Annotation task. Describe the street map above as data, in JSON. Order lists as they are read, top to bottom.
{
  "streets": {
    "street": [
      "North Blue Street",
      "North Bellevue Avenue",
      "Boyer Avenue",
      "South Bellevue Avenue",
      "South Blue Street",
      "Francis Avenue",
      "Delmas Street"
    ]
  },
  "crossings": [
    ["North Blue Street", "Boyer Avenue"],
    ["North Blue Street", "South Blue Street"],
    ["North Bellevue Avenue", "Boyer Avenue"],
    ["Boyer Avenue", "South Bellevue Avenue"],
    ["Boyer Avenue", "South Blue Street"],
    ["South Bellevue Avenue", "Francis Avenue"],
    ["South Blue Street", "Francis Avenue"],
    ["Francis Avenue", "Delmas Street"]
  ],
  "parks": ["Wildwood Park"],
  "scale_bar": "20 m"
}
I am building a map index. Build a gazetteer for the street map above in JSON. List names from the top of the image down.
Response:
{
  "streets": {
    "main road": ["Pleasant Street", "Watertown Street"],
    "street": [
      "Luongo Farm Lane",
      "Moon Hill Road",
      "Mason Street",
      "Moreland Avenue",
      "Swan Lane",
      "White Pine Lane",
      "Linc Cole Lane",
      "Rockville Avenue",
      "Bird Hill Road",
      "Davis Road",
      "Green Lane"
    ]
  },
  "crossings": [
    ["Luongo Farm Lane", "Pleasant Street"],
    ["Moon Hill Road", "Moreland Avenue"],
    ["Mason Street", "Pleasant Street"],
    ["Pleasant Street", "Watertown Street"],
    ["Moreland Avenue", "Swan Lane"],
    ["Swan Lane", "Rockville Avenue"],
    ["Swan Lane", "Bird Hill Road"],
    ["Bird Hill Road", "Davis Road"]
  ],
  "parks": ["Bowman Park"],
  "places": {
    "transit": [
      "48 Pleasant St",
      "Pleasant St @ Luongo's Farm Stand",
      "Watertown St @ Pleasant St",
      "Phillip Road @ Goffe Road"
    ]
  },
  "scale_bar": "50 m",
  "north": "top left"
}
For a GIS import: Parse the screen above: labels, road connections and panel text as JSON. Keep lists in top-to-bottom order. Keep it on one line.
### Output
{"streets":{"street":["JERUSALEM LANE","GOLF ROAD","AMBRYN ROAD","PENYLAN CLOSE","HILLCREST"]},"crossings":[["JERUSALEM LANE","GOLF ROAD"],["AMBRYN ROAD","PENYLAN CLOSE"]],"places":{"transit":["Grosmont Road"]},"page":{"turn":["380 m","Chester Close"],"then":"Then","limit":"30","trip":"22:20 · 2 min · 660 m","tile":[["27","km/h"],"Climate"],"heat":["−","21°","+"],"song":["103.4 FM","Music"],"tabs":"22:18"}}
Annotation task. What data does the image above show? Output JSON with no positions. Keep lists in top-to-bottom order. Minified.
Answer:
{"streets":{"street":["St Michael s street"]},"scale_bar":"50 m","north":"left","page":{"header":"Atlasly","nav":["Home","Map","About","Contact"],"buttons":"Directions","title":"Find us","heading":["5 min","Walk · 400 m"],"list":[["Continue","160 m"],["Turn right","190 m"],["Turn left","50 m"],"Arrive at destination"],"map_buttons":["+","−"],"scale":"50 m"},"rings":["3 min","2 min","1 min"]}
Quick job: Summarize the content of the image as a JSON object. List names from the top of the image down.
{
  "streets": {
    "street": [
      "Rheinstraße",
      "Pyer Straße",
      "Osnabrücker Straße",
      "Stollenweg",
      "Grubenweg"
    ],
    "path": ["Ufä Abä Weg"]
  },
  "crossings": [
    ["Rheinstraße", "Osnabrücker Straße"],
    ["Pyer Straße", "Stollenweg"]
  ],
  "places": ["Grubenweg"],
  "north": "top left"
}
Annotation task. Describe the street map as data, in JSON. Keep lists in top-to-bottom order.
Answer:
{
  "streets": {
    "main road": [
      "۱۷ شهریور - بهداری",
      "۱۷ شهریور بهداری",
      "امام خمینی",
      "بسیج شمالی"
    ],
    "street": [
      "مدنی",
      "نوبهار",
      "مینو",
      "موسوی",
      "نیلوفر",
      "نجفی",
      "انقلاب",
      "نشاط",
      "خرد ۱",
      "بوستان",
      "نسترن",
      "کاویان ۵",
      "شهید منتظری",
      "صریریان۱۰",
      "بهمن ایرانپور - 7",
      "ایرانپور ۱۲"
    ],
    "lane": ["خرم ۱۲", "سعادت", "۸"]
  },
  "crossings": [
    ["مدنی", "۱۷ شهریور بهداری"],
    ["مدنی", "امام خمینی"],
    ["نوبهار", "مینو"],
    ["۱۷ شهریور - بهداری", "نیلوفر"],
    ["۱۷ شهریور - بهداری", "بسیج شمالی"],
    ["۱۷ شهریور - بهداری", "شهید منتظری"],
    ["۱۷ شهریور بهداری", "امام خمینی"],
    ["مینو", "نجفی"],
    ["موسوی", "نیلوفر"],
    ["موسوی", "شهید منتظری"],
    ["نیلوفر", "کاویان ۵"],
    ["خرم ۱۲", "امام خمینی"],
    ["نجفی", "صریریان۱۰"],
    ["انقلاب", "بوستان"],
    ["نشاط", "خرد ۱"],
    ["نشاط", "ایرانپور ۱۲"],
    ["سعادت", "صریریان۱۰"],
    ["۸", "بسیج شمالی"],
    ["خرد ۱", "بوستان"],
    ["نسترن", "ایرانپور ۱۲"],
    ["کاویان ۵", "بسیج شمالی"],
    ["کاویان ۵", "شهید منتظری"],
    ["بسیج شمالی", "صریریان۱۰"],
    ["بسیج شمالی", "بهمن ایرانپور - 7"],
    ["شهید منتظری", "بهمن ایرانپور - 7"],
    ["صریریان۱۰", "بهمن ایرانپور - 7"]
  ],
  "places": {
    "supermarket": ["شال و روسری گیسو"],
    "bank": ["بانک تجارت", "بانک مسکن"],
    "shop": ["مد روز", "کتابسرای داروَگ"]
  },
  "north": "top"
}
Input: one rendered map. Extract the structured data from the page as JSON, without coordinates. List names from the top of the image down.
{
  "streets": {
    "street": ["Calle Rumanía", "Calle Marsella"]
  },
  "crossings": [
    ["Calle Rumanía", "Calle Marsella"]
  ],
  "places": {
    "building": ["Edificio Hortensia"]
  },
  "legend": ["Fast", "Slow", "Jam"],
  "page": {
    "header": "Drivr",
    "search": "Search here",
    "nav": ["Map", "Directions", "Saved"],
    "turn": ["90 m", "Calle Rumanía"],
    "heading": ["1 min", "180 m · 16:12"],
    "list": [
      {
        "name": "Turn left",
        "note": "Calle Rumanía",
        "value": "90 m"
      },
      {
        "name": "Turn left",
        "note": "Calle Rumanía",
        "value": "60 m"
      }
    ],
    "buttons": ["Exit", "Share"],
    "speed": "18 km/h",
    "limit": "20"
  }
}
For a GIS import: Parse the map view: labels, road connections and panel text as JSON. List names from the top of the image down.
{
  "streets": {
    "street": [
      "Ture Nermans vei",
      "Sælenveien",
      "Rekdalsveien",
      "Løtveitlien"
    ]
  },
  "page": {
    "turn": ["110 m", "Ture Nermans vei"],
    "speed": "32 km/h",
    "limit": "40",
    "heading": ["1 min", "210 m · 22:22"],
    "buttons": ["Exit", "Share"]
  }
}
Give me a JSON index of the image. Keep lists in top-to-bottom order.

== Exercise ==
The records above should be restated exactly, line for line.

== Response ==
Annotation task. Describe the street map above as data, in JSON. Order lists as they are read, top to bottom.
{
  "streets": {
    "street": [
      "North Blue Street",
      "North Bellevue Avenue",
      "Boyer Avenue",
      "South Bellevue Avenue",
      "South Blue Street",
      "Francis Avenue",
      "Delmas Street"
    ]
  },
  "crossings": [
    ["North Blue Street", "Boyer Avenue"],
    ["North Blue Street", "South Blue Street"],
    ["North Bellevue Avenue", "Boyer Avenue"],
    ["Boyer Avenue", "South Bellevue Avenue"],
    ["Boyer Avenue", "South Blue Street"],
    ["South Bellevue Avenue", "Francis Avenue"],
    ["South Blue Street", "Francis Avenue"],
    ["Francis Avenue", "Delmas Street"]
  ],
  "parks": ["Wildwood Park"],
  "scale_bar": "20 m"
}
I am building a map index. Build a gazetteer for the street map above in JSON. List names from the top of the image down.
Response:
{
  "streets": {
    "main road": ["Pleasant Street", "Watertown Street"],
    "street": [
      "Luongo Farm Lane",
      "Moon Hill Road",
      "Mason Street",
      "Moreland Avenue",
      "Swan Lane",
      "White Pine Lane",
      "Linc Cole Lane",
      "Rockville Avenue",
      "Bird Hill Road",
      "Davis Road",
      "Green Lane"
    ]
  },
  "crossings": [
    ["Luongo Farm Lane", "Pleasant Street"],
    ["Moon Hill Road", "Moreland Avenue"],
    ["Mason Street", "Pleasant Street"],
    ["Pleasant Street", "Watertown Street"],
    ["Moreland Avenue", "Swan Lane"],
    ["Swan Lane", "Rockville Avenue"],
    ["Swan Lane", "Bird Hill Road"],
    ["Bird Hill Road", "Davis Road"]
  ],
  "parks": ["Bowman Park"],
  "places": {
    "transit": [
      "48 Pleasant St",
      "Pleasant St @ Luongo's Farm Stand",
      "Watertown St @ Pleasant St",
      "Phillip Road @ Goffe Road"
    ]
  },
  "scale_bar": "50 m",
  "north": "top left"
}
For a GIS import: Parse the screen above: labels, road connections and panel text as JSON. Keep lists in top-to-bottom order. Keep it on one line.
### Output
{"streets":{"street":["JERUSALEM LANE","GOLF ROAD","AMBRYN ROAD","PENYLAN CLOSE","HILLCREST"]},"crossings":[["JERUSALEM LANE","GOLF ROAD"],["AMBRYN ROAD","PENYLAN CLOSE"]],"places":{"transit":["Grosmont Road"]},"page":{"turn":["380 m","Chester Close"],"then":"Then","limit":"30","trip":"22:20 · 2 min · 660 m","tile":[["27","km/h"],"Climate"],"heat":["−","21°","+"],"song":["103.4 FM","Music"],"tabs":"22:18"}}
Annotation task. What data does the image above show? Output JSON with no positions. Keep lists in top-to-bottom order. Minified.
Answer:
{"streets":{"street":["St Michael s street"]},"scale_bar":"50 m","north":"left","page":{"header":"Atlasly","nav":["Home","Map","About","Contact"],"buttons":"Directions","title":"Find us","heading":["5 min","Walk · 400 m"],"list":[["Continue","160 m"],["Turn right","190 m"],["Turn left","50 m"],"Arrive at destination"],"map_buttons":["+","−"],"scale":"50 m"},"rings":["3 min","2 min","1 min"]}
Quick job: Summarize the content of the image as a JSON object. List names from the top of the image down.
{
  "streets": {
    "street": [
      "Rheinstraße",
      "Pyer Straße",
      "Osnabrücker Straße",
      "Stollenweg",
      "Grubenweg"
    ],
    "path": ["Ufä Abä Weg"]
  },
  "crossings": [
    ["Rheinstraße", "Osnabrücker Straße"],
    ["Pyer Straße", "Stollenweg"]
  ],
  "places": ["Grubenweg"],
  "north": "top left"
}
Annotation task. Describe the street map as data, in JSON. Keep lists in top-to-bottom order.
Answer:
{
  "streets": {
    "main road": [
      "۱۷ شهریور - بهداری",
      "۱۷ شهریور بهداری",
      "امام خمینی",
      "بسیج شمالی"
    ],
    "street": [
      "مدنی",
      "نوبهار",
      "مینو",
      "موسوی",
      "نیلوفر",
      "نجفی",
      "انقلاب",
      "نشاط",
      "خرد ۱",
      "بوستان",
      "نسترن",
      "کاویان ۵",
      "شهید منتظری",
      "صریریان۱۰",
      "بهمن ایرانپور - 7",
      "ایرانپور ۱۲"
    ],
    "lane": ["خرم ۱۲", "سعادت", "۸"]
  },
  "crossings": [
    ["مدنی", "۱۷ شهریور بهداری"],
    ["مدنی", "امام خمینی"],
    ["نوبهار", "مینو"],
    ["۱۷ شهریور - بهداری", "نیلوفر"],
    ["۱۷ شهریور - بهداری", "بسیج شمالی"],
    ["۱۷ شهریور - بهداری", "شهید منتظری"],
    ["۱۷ شهریور بهداری", "امام خمینی"],
    ["مینو", "نجفی"],
    ["موسوی", "نیلوفر"],
    ["موسوی", "شهید منتظری"],
    ["نیلوفر", "کاویان ۵"],
    ["خرم ۱۲", "امام خمینی"],
    ["نجفی", "صریریان۱۰"],
    ["انقلاب", "بوستان"],
    ["نشاط", "خرد ۱"],
    ["نشاط", "ایرانپور ۱۲"],
    ["سعادت", "صریریان۱۰"],
    ["۸", "بسیج شمالی"],
    ["خرد ۱", "بوستان"],
    ["نسترن", "ایرانپور ۱۲"],
    ["کاویان ۵", "بسیج شمالی"],
    ["کاویان ۵", "شهید منتظری"],
    ["بسیج شمالی", "صریریان۱۰"],
    ["بسیج شمالی", "بهمن ایرانپور - 7"],
    ["شهید منتظری", "بهمن ایرانپور - 7"],
    ["صریریان۱۰", "بهمن ایرانپور - 7"]
  ],
  "places": {
    "supermarket": ["شال و روسری گیسو"],
    "bank": ["بانک تجارت", "بانک مسکن"],
    "shop": ["مد روز", "کتابسرای داروَگ"]
  },
  "north": "top"
}
Input: one rendered map. Extract the structured data from the page as JSON, without coordinates. List names from the top of the image down.
{
  "streets": {
    "street": ["Calle Rumanía", "Calle Marsella"]
  },
  "crossings": [
    ["Calle Rumanía", "Calle Marsella"]
  ],
  "places": {
    "building": ["Edificio Hortensia"]
  },
  "legend": ["Fast", "Slow", "Jam"],
  "page": {
    "header": "Drivr",
    "search": "Search here",
    "nav": ["Map", "Directions", "Saved"],
    "turn": ["90 m", "Calle Rumanía"],
    "heading": ["1 min", "180 m · 16:12"],
    "list": [
      {
        "name": "Turn left",
        "note": "Calle Rumanía",
        "value": "90 m"
      },
      {
        "name": "Turn left",
        "note": "Calle Rumanía",
        "value": "60 m"
      }
    ],
    "buttons": ["Exit", "Share"],
    "speed": "18 km/h",
    "limit": "20"
  }
}
For a GIS import: Parse the map view: labels, road connections and panel text as JSON. List names from the top of the image down.
{
  "streets": {
    "street": [
      "Ture Nermans vei",
      "Sælenveien",
      "Rekdalsveien",
      "Løtveitlien"
    ]
  },
  "page": {
    "turn": ["110 m", "Ture Nermans vei"],
    "speed": "32 km/h",
    "limit": "40",
    "heading": ["1 min", "210 m · 22:22"],
    "buttons": ["Exit", "Share"]
  }
}
Give me a JSON index of the image. Keep lists in top-to-bottom order.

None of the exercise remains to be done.